Friday, November 15, 2013

God Bless the "Land of the Morning"

I know the emphasis of this blog is about the liturgy and my travels, and maybe this post still qualifies in a way....but the truth is, I can't really focus on the normal, spiritual texts as my heart is just breaking for the people of the Philippines.

Typhoon Haiyan
I lived in the Philippines for 2 years back in the late 60's.  My Dad was stationed at Clark Air Force Base during the Vietnam War at the USAF Hospital there.  We lived off-base in a mostly-American housing area in Angeles City, but I was still able to experience a lot of the culture of the Philippines and her people.

I loved it!
1967-ish

I was 8-10 year old in a land of perpetual summer!  Or mostly.  I was outside most of the time, but even inside our house was like living on a porch as there was not even glass on the windows!!  Just wooden slats that shut for privacy.  Our yard had banana and papaya trees and even pineapples!  It was so wonderful.  Our next-door-neighbors were Filipino and had a pet spider monkey!  Oh, it was nothing like the sterile environment of the Air Force Bases I lived on in the States!!  I learned to love many things about this tropical place and it's people, and I know my experience there has impacted my life and is part of what has made me who I am.

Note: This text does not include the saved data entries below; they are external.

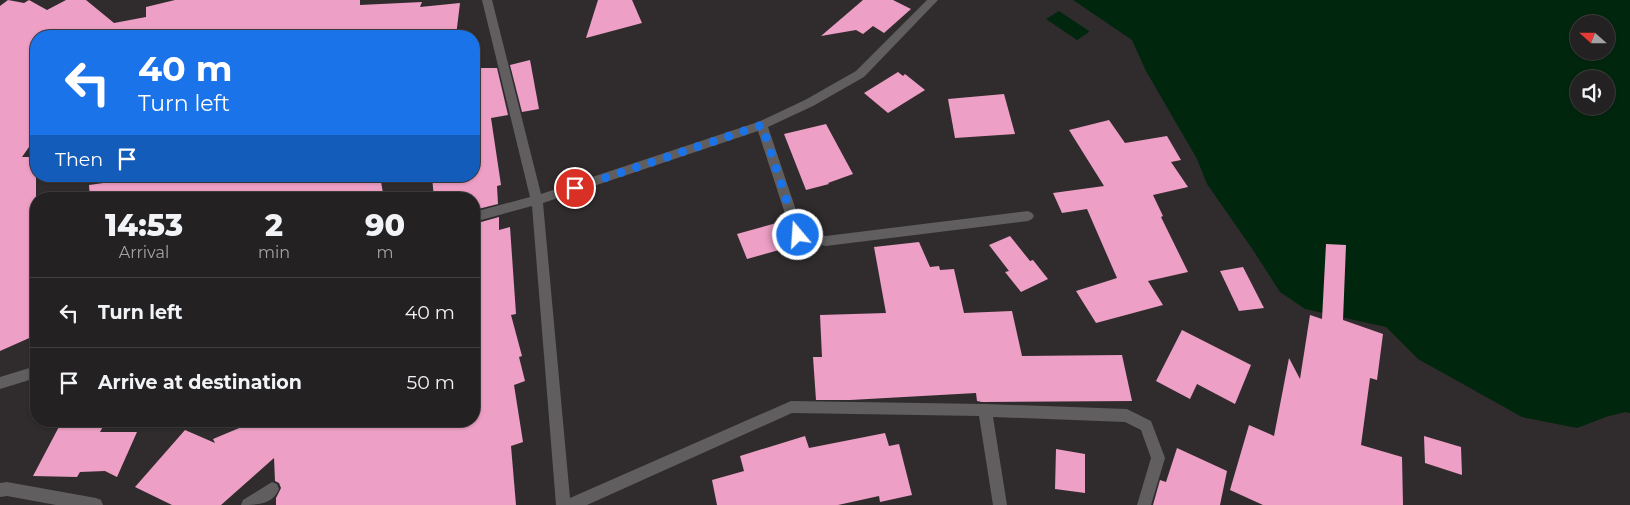 <!DOCTYPE html>
<html lang="en">
<head>
<meta charset="utf-8">
<style>
	:root { --surface:#242122; --page:#302e2f; --text:#f1f3f6; --muted:#a3a3a5; --line:#413e40 }
	body { margin:0; font-family:Montserrat,sans-serif; background:var(--page); color:var(--text); height:100vh; display:flex; flex-direction:column; font-size:19px; white-space:nowrap }
	* { box-sizing:border-box; margin:0 }
	p { font-size:16px; color:var(--muted) }
	.icon { flex:none; width:28px; height:28px; fill:none; stroke:currentColor; stroke-width:2; stroke-linecap:round; stroke-linejoin:round }
	.map { position:relative; flex:1; overflow:hidden }
	.sheet { position:absolute; left:30px; top:192px; width:450px; height:235px; display:flex; flex-direction:column; background:var(--surface); border-radius:20px; box-shadow:0 1px 4px #0004,0 0 0 1px var(--line) }
	.sheet>* { flex:none }
	.guide { position:absolute; left:30px; top:30px; width:450px; height:152px; border-radius:20px; box-shadow:0 1px 4px #0004,0 0 0 1px var(--line); background:#1a73e8; color:#fff; overflow:hidden }
	.needle { width:32px; rotate:291deg }
	.buttons { position:absolute; left:1570px; top:15px; display:grid; gap:10px }
	.buttons a { display:grid; place-items:center; width:45px; height:45px; border-radius:50%; background:var(--surface); box-shadow:0 1px 4px #0004,0 0 0 1px var(--line); font-size:25px }
	.pin { position:absolute; display:grid; place-items:center; width:42px; height:42px; color:#fff; margin:-21px; border:2px solid #fff; border-radius:50%; box-shadow:0 1px 5px #0007 }
	.me { position:absolute; width:55px; margin:-28px; rotate:342deg; stroke-linejoin:round; filter:drop-shadow(0 0 4px #0008) }
	.turn { display:flex; align-items:center; gap:18px; height:105px; padding:0 25px; font-size:22px }
	.turn .icon { width:65px; height:65px; stroke-width:2.5 }
	.turn b { display:block; font-size:35px; line-height:42px }
	.then { display:flex; align-items:center; height:48px; padding:0 25px; background:#0003; gap:10px; font-size:19px }
	.eta { display:flex; justify-content:space-evenly; align-items:center; height:85px; text-align:center }
	.eta b { font-size:30px; font-weight:800; line-height:35px }
	ul { padding:0; list-style:none }
	li { display:flex; align-items:center; gap:15px; height:70px; padding:0 25px; border-top:1px solid var(--line) }
	li div { flex:1 }
	li b { display:block; font-size:19px }
	li em { font-style:normal }
	.map>svg:first-child { display:block }
	.water { fill:#00260d; fill-rule:evenodd }
	.building { fill:#ee9fc5 }
	.lines { fill:none; stroke-linecap:round; stroke-linejoin:round }
	.street { fill:#605e5f; fill-rule:evenodd }
	.route { stroke:#1a73e8; stroke-width:9; stroke-dasharray:0 16.2 }
</style>
</head>
<body>
<div class="map">
<svg width="1630" height="505" viewBox="0 0 1630 505">
	<rect width="100%" height="100%" fill="#302c2e"/>
	<!-- water -->
	<g class="water">
		<path d="M1073 0H1630V413L1625 412 1606 417 1577 428 1522 417 1418 359 1386 327 1305 309 1280 292 1253 250 1207 184 1197 159 1146 71 1132 40ZM1579 24H1606V51H1579ZM1579 79H1606V106H1579Z"/>
		<path d="M1059 11 1089 31V32L1077 40 1046 19Z"/>
	</g>
	<!-- building -->
	<g class="building">
		<path d="M8 0 24 3 29 0 47 10 66 0H86L114 23 146 17V7L175 0H360V5L422 2 420 7 460 3 456 36H36V137L22 157H35L29 165H36V247L29 293 36 291V335L0 351V6Z"/>
		<path d="M598 0H632L642 23 586 38Z"/>
		<path d="M863 0H893L911 9 884 33 873 26 863 34 856 30 821 36Z"/>
		<path d="M530 60 539 109 522 112 510 65Z"/>
		<path d="M474 68H497L508 115 491 118 501 185 497 186 498 204 474 210V199H434L432 176H474Z"/>
		<path d="M898 72 903 76 905 74 925 90 888 113 864 93Z"/>
		<path d="M1004 94 1015 134 955 138 948 99Z"/>
		<path d="M1109 120 1125 143 1167 136 1181 160 1171 162 1188 187 1153 195 1163 216 1161 217 1188 272 1148 281 1163 305 1096 323 1076 291 1117 278 1087 209 1062 213 1053 193 1104 186 1069 130Z"/>
		<path d="M826 124 853 174 828 183 829 184 806 190 784 134Z"/>
		<path d="M154 176H380L384 199H90L89 185Z"/>
		<path d="M499 217V230L510 227 516 314 511 315 522 356 519 357 525 381 514 385 523 442 511 446 516 505H276V498L281 488 279 483 275 481 274 458 221 505H172L135 487 185 430 215 443 213 439 256 421H474V224Z"/>
		<path d="M780 222 790 247 747 259 737 234Z"/>
		<path d="M1010 236 1030 261 1033 260 1048 279 1021 292 1005 272 1009 271 989 245Z"/>
		<path d="M919 242 930 267 939 266 940 270 954 269 964 313 1012 311 1022 356 1122 355 1132 401 982 402 977 401 976 393 850 400H816L813 357H822L820 315 886 313 874 247Z"/>
		<path d="M1326 244 1346 245 1343 320 1383 334 1377 380 1370 378 1361 445 1402 457 1403 505H1263L1230 490 1249 425 1274 436 1289 358 1300 379 1310 315 1322 319Z"/>
		<path d="M1243 267 1264 308 1239 311 1220 271Z"/>
		<path d="M1182 330 1251 365 1235 404 1197 384 1190 399 1156 381Z"/>
		<path d="M62 421H106L100 432H137L117 477 105 471 80 472 77 477 33 476Z"/>
		<path d="M885 433 889 446 899 444 912 495 880 502 879 496 838 505H717L712 480 744 471 740 456 805 436 809 448Z"/>
		<path d="M1424 436 1461 447 1462 475 1425 463Z"/>
		<path d="M1177 448 1227 471 1220 505H1153L1160 480 1166 482Z"/>
		<path d="M1056 449 1085 454V493L1055 489Z"/>
	</g>
	<g class="lines">
		<!-- street -->
		<g class="street">
			<path d="M482 0H492L541 194 758 122 805 100 856 71 927 0H938L864 77 813 106 768 127 803 231 826 236 1028 211 1032 213 1034 216 1032 219 1028 221 826 246 798 240 794 239 792 235 758 131 543 203 570 498 791 401 985 404 1127 409 1151 421 1165 458 1151 505H1137L1151 458 1141 430 1125 422 993 417 1007 505H993L979 416 792 413 587 505H556L532 206 474 222V212L530 197Z"/>
			<path d="M36 366V378L0 389V377Z"/>
			<path d="M7 482 96 498 101 500 103 505H56L7 496 0 497V483Z"/>
			<path d="M272 482 277 484 279 489C273 505 255 505 241 505L243 500Z"/>
		</g>
	</g>
	<g class="lines">
		<!-- route -->
		<path class="route" d="M575 188 762 125 798 235"/>
	</g>
</svg>
<div class="buttons">
<a><svg class="needle" viewBox="-14 -14 28 28"><path d="M0-13l5 13h-10z" fill="#e53935"/><path d="M0 13l5-13h-10z" fill="#a3a3a5"/></svg></a>
<a><svg class="icon" aria-label="sound" viewBox="0 0 24 24"><path d="M4 9h4l5-4v14l-5-4H4zM17 9q2 3 0 6"/></svg></a>
</div>
<div class="pin" style="left:575px;top:188px;background:#d93025"><svg class="icon" aria-label="arrive" viewBox="0 0 24 24"><path d="M6 21V4h12l-3 4 3 4H6"/></svg></div>
<svg class="me" style="left:798px;top:235px" viewBox="-20 -20 40 40"><circle r="17" fill="#1a73e8" stroke="#fff" stroke-width="3"/><path d="M0-11L8 9 0 5-8 9z" fill="#fff"/></svg>
<div class="guide">
<div class="turn"><svg class="icon" aria-label="left" viewBox="0 0 24 24"><path d="M17 20v-9H6M10 6l-5 5 5 5"/></svg><div><b>40 m</b>Turn left</div></div>
<div class="then">Then<svg class="icon" aria-label="arrive" viewBox="0 0 24 24"><path d="M6 21V4h12l-3 4 3 4H6"/></svg></div>
</div>
<section class="sheet">
<div class="eta">
<div><b>14:53</b><p>Arrival</p></div>
<div><b>2</b><p>min</p></div>
<div><b>90</b><p>m</p></div>
</div>
<ul>
<li><svg class="icon" aria-label="left" viewBox="0 0 24 24"><path d="M17 20v-9H6M10 6l-5 5 5 5"/></svg><div><b>Turn left</b></div><em>40 m</em></li>
<li><svg class="icon" aria-label="arrive" viewBox="0 0 24 24"><path d="M6 21V4h12l-3 4 3 4H6"/></svg><div><b>Arrive at destination</b></div><em>50 m</em></li>
</ul>
</section>
</div>
</body>
</html>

If I was to use a word to describe the Philippines, it might be Green.

Green in all it's shades and hues. 

My first sight of the Philippines was from an airplane window in the Spring of 1968.  I was only 8 years old.  After a long, 18 hour flight with my parents & 3 younger siblings (my poor mother!) I gazed out the window to get a glimpse of my new home for the next few years.

 I will never forget.
My memory....I put together three photos from Wikimedia to make this



As we descended down through the blanket of clouds, and popped out beside a mountain terrraced with rice paddies.  It could have been a travel movie for the perfectness of it!  It had been raining, but the sun was setting? rising? and was shining below the clouds.  Everything was SO GREEN!   Or maybe it just seemed that way to my mind since I had just left the winter browns and grays of the U.S. 

And just when I thought it couldn't be more beautiful, the plane turned and I was presented with the glorious gift of a beautiful, full-spectrum rainbow!  Oh My!

I was completely charmed by my new home!!

To compare that cherished memory with the devastating video I am seeing on the news of the destruction of Typhoon Yolanda is breaking my heart!

That beautiful, colorful country - wiped out!


Those beautiful, colorful people - so many lives lost!

I cannot imagine the hardships that the survivors are enduring either!  I was in Hurricane Hugo in Charleston in 1989 and although the South Carolina coast was ravaged we had all the rest of the U.S. to come to our aid.  Or to run to.

So much loss of life.  So much suffering now.  I feel so helpless here in my safe, warm, dry, secure home.

More than half of my fellow pilgrims to Israel, and both priests are Filipino.  I imagine that in a group that large people have lost friends and family.     : (     And those with surviving family in the islands must be beside themselves with worry for their loved ones in their need for the basics like food, water, shelter and medical attention!  The stress and sadness for the people I came to know and love last year must be great.  My heart breaks for them all!

Lord, please watch over the Philippines!  Please take care of the people and end their suffering.  Please be with them as they wait aid.  Please be with the aid workers to be swift.  Please open the hearts of anyone who can help so that they do all they can as quickly as they can.  Lord, please be with the littlest survivors, especially the new orphans!  God Bless them all and give them hope and peace!  

And God, please be with my fellow Pilgrims.  Give them hope and peace for their loved ones and their homeland.  Amen.